ぼくたちは、田んぼの間を縫うようにして伸びる細い畦道を、言葉もなく並んで歩いていた。空は重たく静かに暮れかけていて、どこか遠くで蛙たちが一斉に鳴きはじめた。グワッ、グワッ、グワッ。それは生き物の声というより、壊れた機械が一定のリズムで空気を震わせているみたいに聞こえた。その規則正しいノイズが、ぼくたちの間の沈黙をいっそう深いものにする。「わたしね、運動神経はそんなに悪くないのよ」恵子ちゃんが、独り言のようにぽつりと言った。「だから大抵のスポーツは、人並みになんとかこなせた。でもね、跳び箱だけはだめだったの。あれだけはどうしても、体が言うことをきかないのよ。跳び箱の前に立つと、自分でも説明できない変な恐怖感が湧いてきて、どうしても足が止まっちゃう」そう言って、彼女はぼくの方を見て少しだけ笑った。でも、その笑みはどこか壊れかけたオルゴールを連想させた。メロディは確かに流れているのに、一番肝心な歯車が少しだけ欠けていて、音が微妙に外れているような、そんな危うさ。「……それで、練習して跳べるようになったの?」「うん。跳べるようになったよ」「ほんとうに?」 ぼくは思わず彼女の顔を覗き込んだ。けれど、そこには「壁を乗り越えた人」が浮かべるはずの晴れやかな喜びはなかった。ただ、薄く曇ったような、あるいは「取り返しのつかない何か」をそっと胸の奥にしまい込んで、無理やり鍵をかけたような、そんな表情だった。ふと見ると、彼女の額の左上に、小さな傷があった。赤く膨らんでいて、たんこぶのように見えた。「その傷、どうしたの?」 彼女はその質問を、まるで聞こえなかったかのように受け流した。「ほんとうよ。クラスで誰も跳べなかった段まで、わたし、跳んだんだから」 そう言って彼女は、今度は少しだけ頬を緩ませた。畦道を抜けると、遠くに民家の灯りがぽつりぽつりと、頼りなく見えてきた。

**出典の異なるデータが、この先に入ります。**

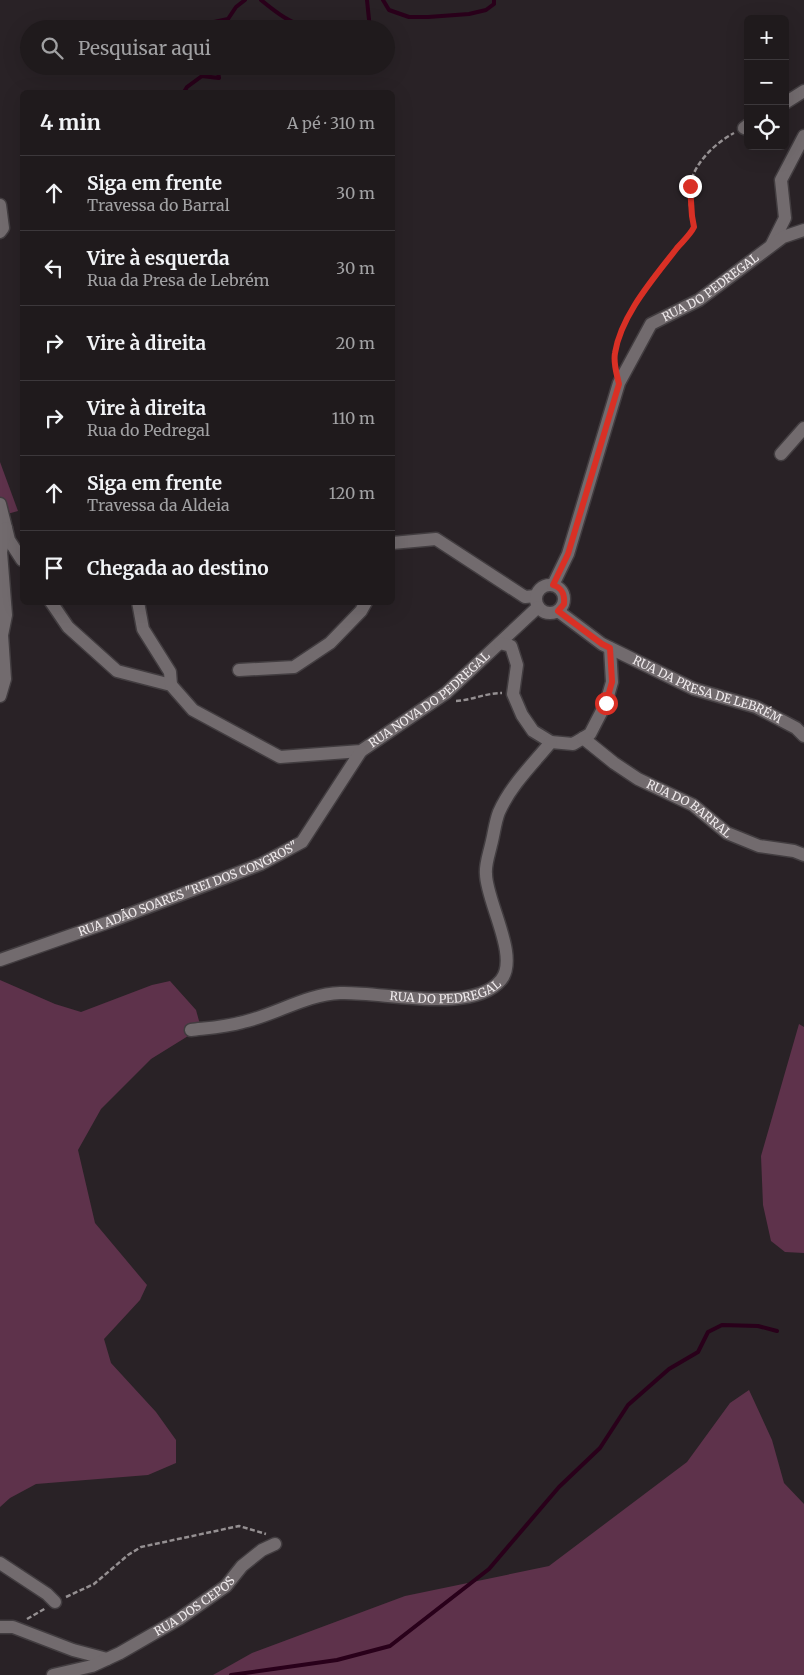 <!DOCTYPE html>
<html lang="pt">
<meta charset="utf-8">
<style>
:root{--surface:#1f1a1c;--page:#272325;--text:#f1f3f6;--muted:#a1a1a3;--line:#3c383b}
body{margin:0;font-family:Merriweather,serif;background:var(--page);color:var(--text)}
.controls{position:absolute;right:15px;top:15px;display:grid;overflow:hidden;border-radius:8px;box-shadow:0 5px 20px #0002}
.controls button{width:45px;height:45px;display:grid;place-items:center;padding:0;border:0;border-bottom:1px solid var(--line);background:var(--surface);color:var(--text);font:25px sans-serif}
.stop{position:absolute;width:15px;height:15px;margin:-11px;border:4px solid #d93025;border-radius:50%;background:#fff}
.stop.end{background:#d93025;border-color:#fff;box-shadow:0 1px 5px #0008}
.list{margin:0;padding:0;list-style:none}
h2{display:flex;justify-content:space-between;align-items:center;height:65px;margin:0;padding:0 20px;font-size:21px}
h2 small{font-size:16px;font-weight:400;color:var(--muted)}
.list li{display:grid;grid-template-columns:32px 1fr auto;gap:15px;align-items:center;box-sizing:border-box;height:75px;padding:0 20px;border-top:1px solid var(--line)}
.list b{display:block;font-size:19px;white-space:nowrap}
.list p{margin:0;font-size:16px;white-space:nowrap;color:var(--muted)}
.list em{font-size:16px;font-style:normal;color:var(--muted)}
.icon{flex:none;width:28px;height:28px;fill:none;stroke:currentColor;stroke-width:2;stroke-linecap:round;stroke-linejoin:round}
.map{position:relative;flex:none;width:804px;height:1675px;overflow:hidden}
.search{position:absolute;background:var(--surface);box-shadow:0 5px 20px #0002;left:20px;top:20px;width:375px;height:55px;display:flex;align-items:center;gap:12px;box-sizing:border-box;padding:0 18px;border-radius:28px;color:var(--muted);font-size:19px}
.panel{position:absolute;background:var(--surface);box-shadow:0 5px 20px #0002;left:20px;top:90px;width:375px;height:515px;border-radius:8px}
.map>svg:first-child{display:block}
.green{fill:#5e324b}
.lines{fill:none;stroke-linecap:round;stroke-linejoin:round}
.stream{stroke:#29001a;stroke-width:4}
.minor-casing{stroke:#423d40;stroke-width:15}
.path{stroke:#959092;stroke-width:2.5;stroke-dasharray:5 2.5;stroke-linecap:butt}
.minor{stroke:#726b6e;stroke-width:12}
.route{stroke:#d93025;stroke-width:6}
.labels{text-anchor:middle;stroke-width:5;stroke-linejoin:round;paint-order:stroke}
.street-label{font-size:12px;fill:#f0ebed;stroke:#1f191c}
</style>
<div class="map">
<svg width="804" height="1675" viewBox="0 0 804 1675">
<rect width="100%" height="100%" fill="#292226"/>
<!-- green -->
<path class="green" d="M0,462l18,49 -18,5z
M0,980l55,24 26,8 71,-27 18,-4 26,29 5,18 -50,31 -50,50 -23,41 17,73 52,62 -7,15 -36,39 7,24 45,49 20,28v23l-28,12 -112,9 -26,14 -10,9z
M799,1024l5,3v226l-19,-1 -14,-11 -8,-36 -2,-49z
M749,1390l23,50 12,43 20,21v171h-591l39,-22 153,-57 144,-30 138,-104 43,-59z"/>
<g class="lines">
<!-- stream -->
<path class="stream" d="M261,0c17,14 29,23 50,29
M367,0l3,29
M383,0l6,10 20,7h19l41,-3 17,-4 8,-6v-4
M206,29v-2l8,-5 14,-3 8,-12 9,-7
M184,92l3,-5 15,-11 17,2 -2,-12
M231,1675l106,-15 53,-14 99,-77 70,-82 41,-39 28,-43 41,-36 29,-17 10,-20 14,-7 36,1 19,5"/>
<defs>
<g id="minor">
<path d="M785,103l19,-12"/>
<path d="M744,128l4,-3"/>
<path d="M0,205l3,23 -3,4"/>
<path d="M772,244l13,-26 -4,-38 23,-44"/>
<path d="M781,454l23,-26"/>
<path d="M0,504l9,36 13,20"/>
<path d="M392,543l44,-4 89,58 11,-1"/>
<circle cx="550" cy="599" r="14"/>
<path id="s1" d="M553,585l15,-31 51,-171 32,-59 48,-24 84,-63 21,-7"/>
<path id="s2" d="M51,602l17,25 49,44 54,14 22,25 87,47 81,-6 85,-58 92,-86"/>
<path d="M138,602l5,27 27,43 1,13"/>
<path id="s3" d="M558,611l44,33 92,45 62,18 40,21 8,8"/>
<path d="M500,643l11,3 6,19 -4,29 9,21 11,16 18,11 22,2 17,-10 16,-31 6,-21 -2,-34"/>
<path d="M239,670l55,-3 36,-24 31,-32 5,-9"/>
<path d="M0,696l5,-17 -3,-44 4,-20 -5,-63 5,-24"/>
<path id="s4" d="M583,738l31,25 24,16 55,26 34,28 32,13 35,5 10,4"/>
<path id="s5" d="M0,960l106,-37 155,-59 41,-22 59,-91"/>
<path id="s6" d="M191,1030c17,-2 35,-3 52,-8 32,-7 64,-28 97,-29 42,-2 132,22 161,-13 19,-23 -15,-79 -15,-106 -1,-9 3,-20 5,-29 3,-11 4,-23 8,-33 12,-27 34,-48 52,-70"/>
<path d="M0,1563l47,31 8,8"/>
<path d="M0,1627h13l60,23 34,9"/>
<path id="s7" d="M53,1675l39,-9 28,-13 59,-34 47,-33 16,-20 20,-16 13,-6"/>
</g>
</defs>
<!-- minor casing -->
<use href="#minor" class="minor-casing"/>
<!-- path -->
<path class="path" d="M615,364c-1,-42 38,-85 62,-116 6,-7 13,-13 17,-21 -3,-12 -7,-34 -3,-46 6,-21 25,-38 43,-48
M456,701c16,-1 30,-8 46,-8
M66,1597l28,-13 34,-29 13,-8 98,-21 27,8
M27,1619l19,-11"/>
<!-- minor -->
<use href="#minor" class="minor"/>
</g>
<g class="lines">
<!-- route -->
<path class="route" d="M606,703l6,-21 -2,-34 -8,-4 -44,-33 6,-7c1,-10 -2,-16 -11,-19l15,-31 51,-170c-2,-10 -6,-20 -4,-31 6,-38 39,-75 62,-105 6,-7 13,-13 17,-21l-2,-11 -2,-30"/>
</g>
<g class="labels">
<!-- street labels -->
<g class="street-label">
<text dy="4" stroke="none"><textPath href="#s1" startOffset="350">RUA DO PEDREGAL</textPath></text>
<text dy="4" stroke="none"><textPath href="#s3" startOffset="170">RUA DA PRESA DE LEBRÉM</textPath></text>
<text dy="4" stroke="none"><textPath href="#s2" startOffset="451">RUA NOVA DO PEDREGAL</textPath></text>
<text dy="4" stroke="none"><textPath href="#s4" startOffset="128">RUA DO BARRAL</textPath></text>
<text dy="4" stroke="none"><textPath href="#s5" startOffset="201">RUA ADÃO SOARES "REI DOS CONGROS"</textPath></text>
<text dy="4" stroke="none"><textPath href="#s6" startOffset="261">RUA DO PEDREGAL</textPath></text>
<text dy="4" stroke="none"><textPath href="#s7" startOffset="159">RUA DOS CEPOS</textPath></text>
</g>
</g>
</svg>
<div class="controls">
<button>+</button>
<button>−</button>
<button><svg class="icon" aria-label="locate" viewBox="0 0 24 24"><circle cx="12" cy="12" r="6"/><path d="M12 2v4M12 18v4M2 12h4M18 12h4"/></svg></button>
</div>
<div class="stop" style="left:606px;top:703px"></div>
<div class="stop end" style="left:690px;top:186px"></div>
<div class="search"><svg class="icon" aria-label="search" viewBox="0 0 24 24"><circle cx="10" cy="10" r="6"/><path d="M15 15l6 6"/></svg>Pesquisar aqui</div>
<section class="panel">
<h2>4 min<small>A pé · 310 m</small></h2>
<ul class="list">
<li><svg class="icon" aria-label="ahead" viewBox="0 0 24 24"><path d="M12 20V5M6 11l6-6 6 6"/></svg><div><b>Siga em frente</b><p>Travessa do Barral</p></div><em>30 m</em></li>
<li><svg class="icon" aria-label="left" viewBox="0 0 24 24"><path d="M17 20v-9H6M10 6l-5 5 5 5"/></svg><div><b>Vire à esquerda</b><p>Rua da Presa de Lebrém</p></div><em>30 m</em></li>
<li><svg class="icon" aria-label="right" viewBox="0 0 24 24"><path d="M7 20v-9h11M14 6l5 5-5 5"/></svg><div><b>Vire à direita</b></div><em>20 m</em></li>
<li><svg class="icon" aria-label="right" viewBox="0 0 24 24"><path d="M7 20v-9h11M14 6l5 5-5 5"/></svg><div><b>Vire à direita</b><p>Rua do Pedregal</p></div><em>110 m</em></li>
<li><svg class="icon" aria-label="ahead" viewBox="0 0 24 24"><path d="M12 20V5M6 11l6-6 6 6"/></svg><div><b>Siga em frente</b><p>Travessa da Aldeia</p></div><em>120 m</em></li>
<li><svg class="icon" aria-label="arrive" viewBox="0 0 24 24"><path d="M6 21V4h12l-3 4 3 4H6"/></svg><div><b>Chegada ao destino</b></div></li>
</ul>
</section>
</div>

「跳び箱って、一人で用意したの?」 ぼくはふと思い出した疑問を口にした。「ううん。クラスに戻ったらね、タオルを体育館のドアノブにかけたままだったのを思い出したの。それを取りに戻ったら、跳び箱がまだ片付けられないまま、ぽつんと置いてあったのよ」 彼女は、誰にも言えない秘密を打ち明けるような低い声で、ぼくの顔を見ずに言った。「それで?」 ぼくも彼女の顔を見ずに、言葉を継いだ。けれど、返事はなかった。「それからどうしたの、恵子ちゃん?」 やはり返事はない。蛙の鳴き声だけが、ますます機械的な響きを強めて響いている。ぼくは不安になって、少しだけ顔を横に向けた。そこにはもう、恵子ちゃんの姿はなかった。 湿った夜の空気と、どこまでも続く暗い田んぼの影。さっきまで肩に触れていた彼女の髪の気配も、隣で響いていたはずの靴音も、まるで最初からなかったかのように、夜の静寂の中に吸い込まれていた。